Tag Archives: distribution planning

How to use time of use pricing to manage EV charging

James Bushnell with the Energy Institute at Haas wrote about a study he co authored looking at whether electric vehicle owners are willing to accept a monthly payment to participate in managed charging. The study offered payments ranging from $0 to $40 per month to give the utility access to controlling when the EV charges. Less than 5% signed up even at the highest payment.

While this study was useful in revealing that flat payments will not induced much customer participation. But that does not mean that pricing cannot be used to enhance participation.

To start, here’s two important observations:

  • Clearly TOU pricing is working for EV owners because they start charging at midnight. It is the observation of this incremental response that triggered this study. We can use that knowledge to construct more effective incentives to manage EV charging.
  • Customers do not trust their utility and in many places, the utility is doing its best to undermine that trust even further. Of course no one want to let the utility control their EV in some nefarious way. Customers either want to maintain control, or turn that control over to an agent who they trust more or they can switch from.

The solution is to have different sets of TOU periods with staggered starting and ending times. The utility is easily able to have set different starting and ending times so as to smooth the load curve. (Agricultural customers already have a range of tariff options, including picking different peak pricing days.) The first TOU offering could run from 8 pm to 1 am, and the next could run from 8:30 to 1:30, etc. The utility could set the least desirable (e.g., 10 am-3pm) as the default and then offer a limited set of specific start time periods within each circuit as alternative options. Customers could even bid for specific slots. In this way customers maintain control over when they get the lowest prices for charging.
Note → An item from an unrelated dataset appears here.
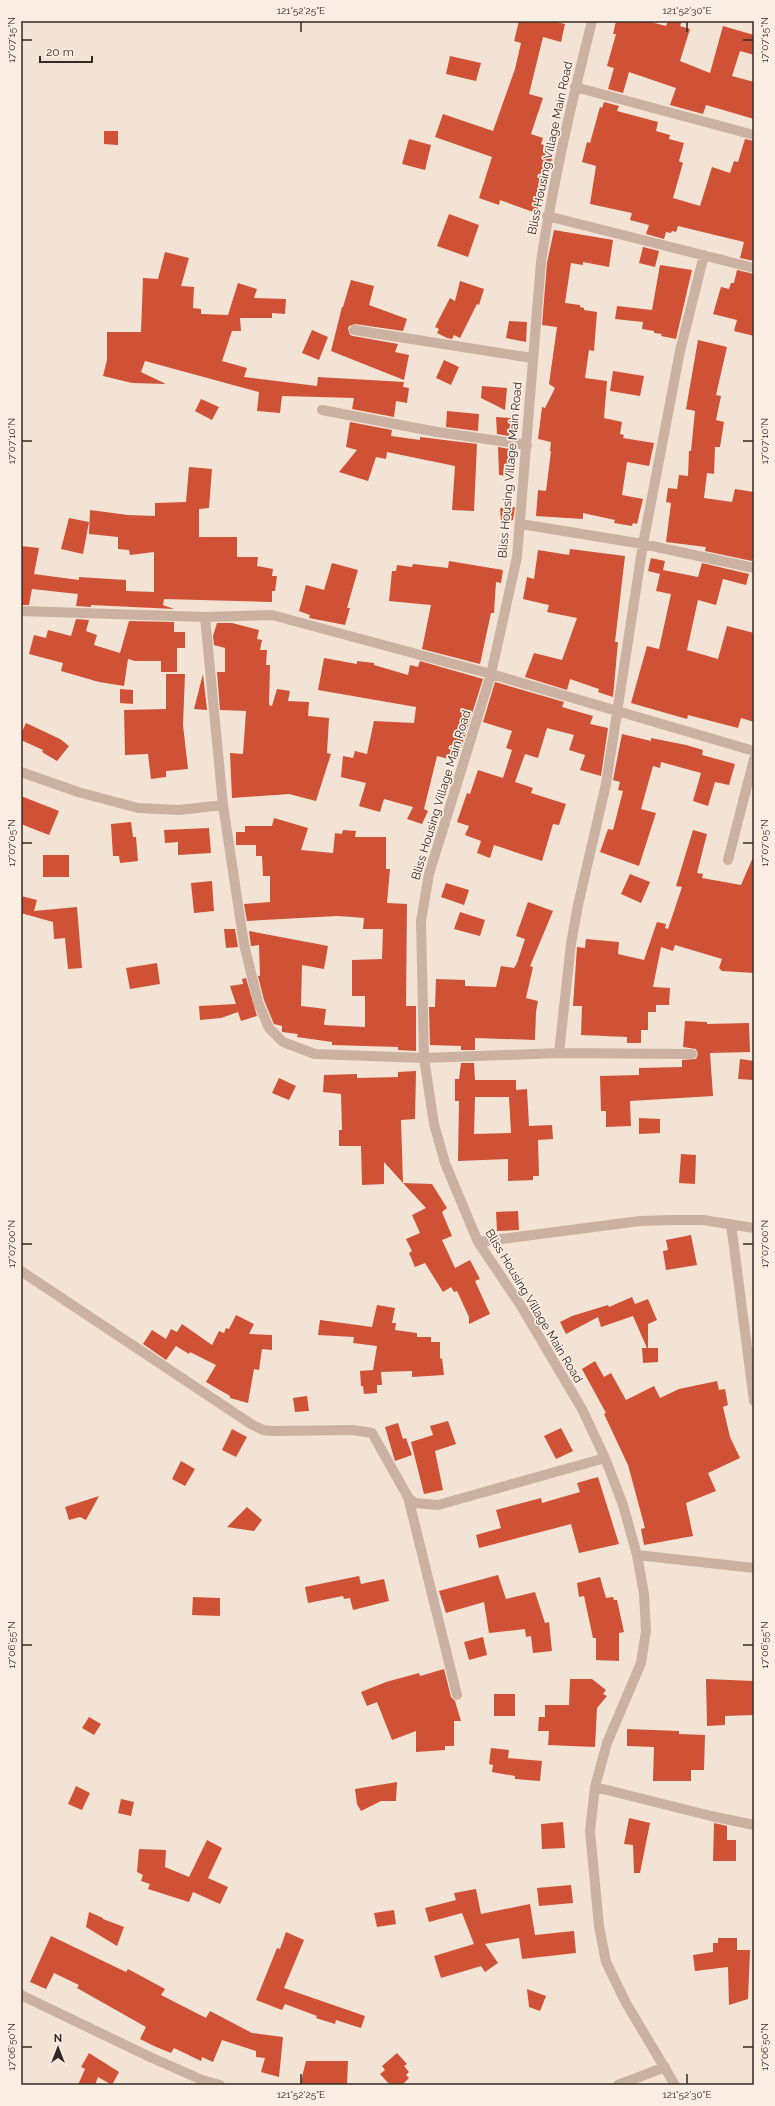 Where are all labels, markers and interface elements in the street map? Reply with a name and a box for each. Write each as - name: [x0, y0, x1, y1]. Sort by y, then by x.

Another option is to have the EV car companies manage the charging. Consumers who buy from that company buy choice (rather than through a mandate as it is with the electric utility) are more likely to trust that company, and may feel that they can switch to a different company if they are unsatisfied. (There might even be third party vendors who can step in.) They would partner with the utility on distributing charging across a neighborhood circuit, maybe even using versions of the shifting TOU period schedules described above. The response would be coarser than direct utility control but it likely would achieve the majority of the load shifting benefits that are needed.

The scale economy myth of electric utilities

Vibrant Clean Energy released a study showing that inclusion of large amounts of distributed energy resources (DERs) can lower the costs of achieving 100% renewable energy. Commentors here have criticized the study for several reasons, some with reference to the supposed economies of scale of the grid.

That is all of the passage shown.